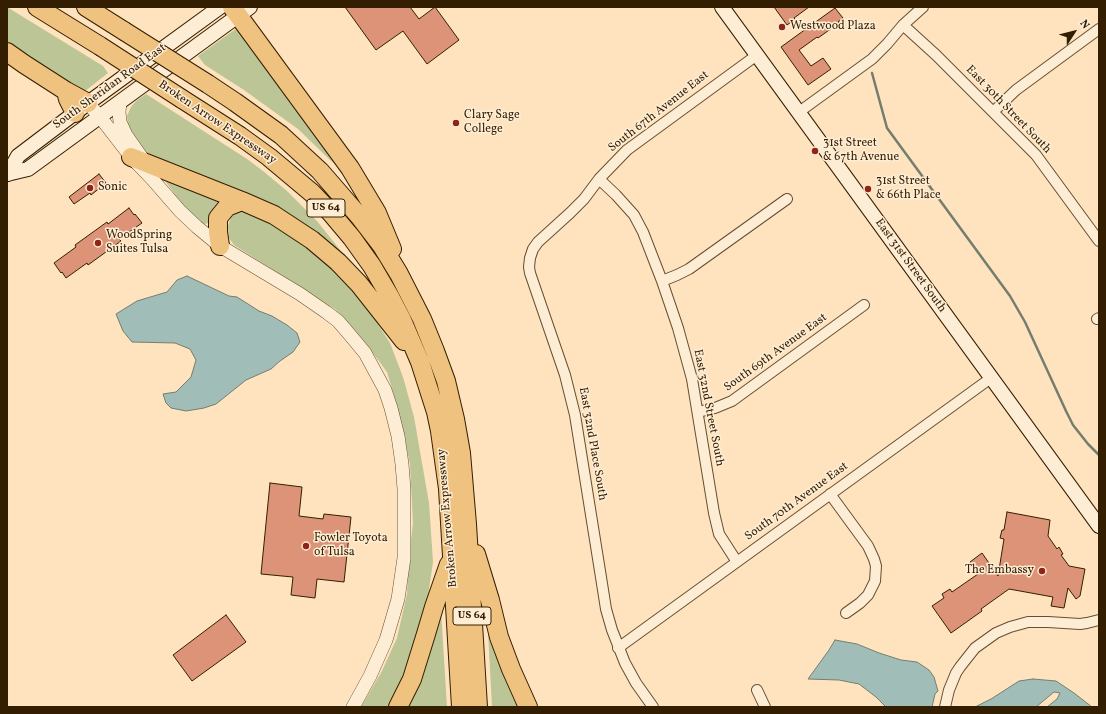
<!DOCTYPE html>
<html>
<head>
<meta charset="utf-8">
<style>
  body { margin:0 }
  #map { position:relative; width:1106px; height:714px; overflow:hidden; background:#fee3be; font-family:Vollkorn,serif }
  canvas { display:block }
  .frame { position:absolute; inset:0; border:8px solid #341e01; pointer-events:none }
  .north { position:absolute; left:1054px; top:12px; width:40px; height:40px; -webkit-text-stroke:3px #feedd5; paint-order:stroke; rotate:54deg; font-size:11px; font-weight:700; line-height:16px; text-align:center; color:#341e01 }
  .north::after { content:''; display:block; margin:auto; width:14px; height:18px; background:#341e01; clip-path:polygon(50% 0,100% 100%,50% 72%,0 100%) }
</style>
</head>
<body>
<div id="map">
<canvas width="1106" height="714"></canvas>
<div class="frame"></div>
<div class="north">N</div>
</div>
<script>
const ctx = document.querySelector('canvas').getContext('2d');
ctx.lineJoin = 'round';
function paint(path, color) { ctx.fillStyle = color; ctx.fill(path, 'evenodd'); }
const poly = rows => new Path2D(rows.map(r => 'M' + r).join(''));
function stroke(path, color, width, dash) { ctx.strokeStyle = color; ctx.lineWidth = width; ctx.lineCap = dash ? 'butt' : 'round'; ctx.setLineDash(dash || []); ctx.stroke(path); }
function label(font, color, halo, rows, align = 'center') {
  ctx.font = font + ' Vollkorn,serif'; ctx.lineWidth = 3; ctx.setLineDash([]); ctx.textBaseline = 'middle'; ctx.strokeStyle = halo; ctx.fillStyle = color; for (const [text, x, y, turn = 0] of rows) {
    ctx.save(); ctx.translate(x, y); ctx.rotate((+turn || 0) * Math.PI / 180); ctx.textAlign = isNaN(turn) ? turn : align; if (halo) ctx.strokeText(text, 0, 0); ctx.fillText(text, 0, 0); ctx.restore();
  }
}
paint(poly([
  [7,7,103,66,108,73,80,95,7,45],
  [237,28,345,172,330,160,298,129,244,90,205,65,198,56],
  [146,94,247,159,263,171,287,191,317,221,352,265,334,253,148,157,128,125,127,116,131,107,136,101],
  [169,178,222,202,210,223,203,224,185,208,166,182],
  [241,210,276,224,324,259,351,285,371,313,390,343,403,377,414,417,429,503,433,562,428,596,419,638,406,675,391,707,361,707,382,671,397,638,407,594,409,557,413,523,410,464,397,405,387,372,367,345,336,310,234,245,229,238,228,226,231,217],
  [441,610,447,707,404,707],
  [487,613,523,707,492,707]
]), '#bbc595');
const water = poly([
  [187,276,229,296,237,297,259,311,272,316,287,325,297,333,300,342,293,352,280,361,271,369,246,380,216,404,204,408,186,411,171,408,166,403,163,394,176,392,191,377,196,360,190,349,175,343,132,342,123,331,116,314,137,301,167,292,177,280,187,276],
  [835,640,857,644,879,653,901,660,917,662,929,670,934,677,938,691,935,694,932,707,886,707,876,697,859,684,839,680,808,679,829,650,835,640],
  [1033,679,1056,681,1074,693,1092,707,1047,707,1057,699,1060,693,1054,692,1036,707,975,707,991,699,1019,681,1033,679]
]);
paint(water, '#a1bdb7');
stroke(water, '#757d6e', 1);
stroke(poly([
  [872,73,887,128,1010,296,1025,322,1066,411,1073,425,1088,444,1099,455]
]), '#757d6e', 2.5);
const building = poly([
  [345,7,410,7,419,19,435,7,459,40,427,64,403,31,376,50,345,7],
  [774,7,809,7,794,18,795,19,787,25,774,7],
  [835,8,843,18,838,22,839,23,818,38,817,37,799,50,811,66,823,58,831,69,808,85,781,47,835,8],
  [99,174,106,183,91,195,90,193,74,204,69,197,99,174],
  [129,208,134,215,135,214,142,223,119,239,121,241,88,265,87,263,66,278,62,272,61,273,54,263,76,247,75,245,107,222,108,224,129,208],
  [270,483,302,487,299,516,323,519,324,514,351,517,344,582,317,579,315,598,291,595,293,577,261,574,270,483],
  [1007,512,1050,520,1048,536,1057,549,1059,547,1063,554,1061,555,1069,566,1085,569,1080,596,1076,599,1068,588,1064,608,1051,606,1053,597,1009,589,981,609,982,611,951,633,932,606,944,598,942,594,950,589,952,592,978,574,970,562,982,553,998,576,1004,539,1000,538,1002,530,1004,530,1007,512],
  [226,615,246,642,192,681,173,655,226,615]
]);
paint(building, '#dd9377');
stroke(building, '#341e01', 1);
const minor = poly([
  [903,25,936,55,1036,155,1099,241],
  [799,112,872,59,887,44,903,25,923,7],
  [993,112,1016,90,1099,29],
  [599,179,616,195,634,215,643,232,662,281,678,328,692,379,714,513,719,534,737,562],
  [662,281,677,275,689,269,787,199],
  [1097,319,1099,318],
  [698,412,715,408,732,401,864,305],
  [830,494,868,546,874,559,876,566,875,581,868,595,860,603,846,613],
  [618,648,991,378],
  [757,690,765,707],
  [653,707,636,683,625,663,612,630,606,609,600,571,575,415,565,375,530,273,529,267,530,258,533,249,538,242,570,213,584,199,599,179,627,150,757,55],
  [945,707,949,690,956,673,960,667,975,648,996,633,1010,627,1028,622,1048,622,1080,624,1087,623,1099,620]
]);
const tertiary = poly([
  [120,102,119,112,120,122,126,135,147,165],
  [88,103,104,122,131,157,153,180,180,211,197,227,220,246,300,294,326,312,338,321,350,335,365,353,385,390,391,408,398,436,402,464,404,489,404,558,398,599,386,640,370,676,353,707]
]);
const secondary = poly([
  [722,7,1099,526],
  [7,174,28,169,250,7],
  [8,174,18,156,88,103,220,7]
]);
const motorway = poly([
  [37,7,100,46],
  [86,7,124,31],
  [232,7,350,168,377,213,392,249],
  [7,52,24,64,66,91,88,103],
  [208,84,235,102,281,135,320,171,359,216,382,246,399,274,422,319,435,351,446,381,455,419,461,453,467,524,478,707],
  [66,91,68,99,75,113],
  [182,99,240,136,269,157,312,193,331,213,352,238,372,266,389,295,402,320,420,362,436,412,440,431,448,489,461,707],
  [131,157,242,201,274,215,312,240,338,262,359,284,404,341],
  [220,246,218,232,218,218,227,207,242,201],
  [476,554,490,600,499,637,511,669,528,707],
  [398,707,412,679,426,634,434,607,449,564]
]);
stroke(minor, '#664f30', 12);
stroke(tertiary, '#664f30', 14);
stroke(secondary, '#341e01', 16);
stroke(motorway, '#341e01', 20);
stroke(minor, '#feedd5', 10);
stroke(tertiary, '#feedd5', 13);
stroke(secondary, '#feedd5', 14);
stroke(motorway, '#efc27f', 18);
const motorwayBridge = poly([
  [124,31,208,84],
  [100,46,182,99]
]);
stroke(motorwayBridge, '#341e01', 20, []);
stroke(motorwayBridge, '#efc27f', 18);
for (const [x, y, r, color] of [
  [782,27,4,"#8f2418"],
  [456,123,4,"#8f2418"],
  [815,151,4,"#8f2418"],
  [90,188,4,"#8f2418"],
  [868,189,4,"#8f2418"],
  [98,243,4,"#8f2418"],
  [306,546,4,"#8f2418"],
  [1042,571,4,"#8f2418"]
]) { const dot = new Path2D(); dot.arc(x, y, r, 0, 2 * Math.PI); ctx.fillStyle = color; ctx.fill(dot); stroke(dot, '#feedd5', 1.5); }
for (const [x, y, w] of [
  [326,208,38],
  [472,616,38]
]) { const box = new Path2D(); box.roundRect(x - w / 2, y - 9, w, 18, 3); ctx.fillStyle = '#feedd5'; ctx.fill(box); stroke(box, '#341e01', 1); }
label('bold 11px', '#341e01', null, [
  ["US 64",326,208],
  ["US 64",472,616]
]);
label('12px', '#341e01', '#feedd5', [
  ["Westwood Plaza",790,27],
  ["Clary Sage",464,116],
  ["College",464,130],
  ["31st Street",823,144],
  ["& 67th Avenue",823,158],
  ["31st Street",876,182],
  ["& 66th Place",876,196],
  ["Sonic",98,188],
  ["WoodSpring",106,236],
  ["Suites Tulsa",106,250],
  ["Fowler Toyota",314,539],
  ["of Tulsa",314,553],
  ["The Embassy",1034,571,"right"]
], 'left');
label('12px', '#341e01', '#feedd5', [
  ["South Sheridan Road East",110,87,-36],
  ["East 30th Street South",1008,110,46],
  ["South 67th Avenue East",659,112,-38],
  ["Broken Arrow Expressway",217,123,34],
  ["East 31st Street South",910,266,54],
  ["South 69th Avenue East",776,353,-36],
  ["East 32nd Street South",708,408,79],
  ["East 32nd Place South",592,444,80],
  ["South 70th Avenue East",797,502,-36],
  ["Broken Arrow Expressway",448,518,-95]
]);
</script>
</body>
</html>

○ ○ ○ ○

What needs to be done:
Without the pictures, repeat the entries above line by line, from the first through the one that contains "function paint(path, color)", both ends included.

Task solution:
<!DOCTYPE html>
<html>
<head>
<meta charset="utf-8">
<style>
  body { margin:0 }
  #map { position:relative; width:1106px; height:714px; overflow:hidden; background:#fee3be; font-family:Vollkorn,serif }
  canvas { display:block }
  .frame { position:absolute; inset:0; border:8px solid #341e01; pointer-events:none }
  .north { position:absolute; left:1054px; top:12px; width:40px; height:40px; -webkit-text-stroke:3px #feedd5; paint-order:stroke; rotate:54deg; font-size:11px; font-weight:700; line-height:16px; text-align:center; color:#341e01 }
  .north::after { content:''; display:block; margin:auto; width:14px; height:18px; background:#341e01; clip-path:polygon(50% 0,100% 100%,50% 72%,0 100%) }
</style>
</head>
<body>
<div id="map">
<canvas width="1106" height="714"></canvas>
<div class="frame"></div>
<div class="north">N</div>
</div>
<script>
const ctx = document.querySelector('canvas').getContext('2d');
ctx.lineJoin = 'round';
function paint(path, color) { ctx.fillStyle = color; ctx.fill(path, 'evenodd'); }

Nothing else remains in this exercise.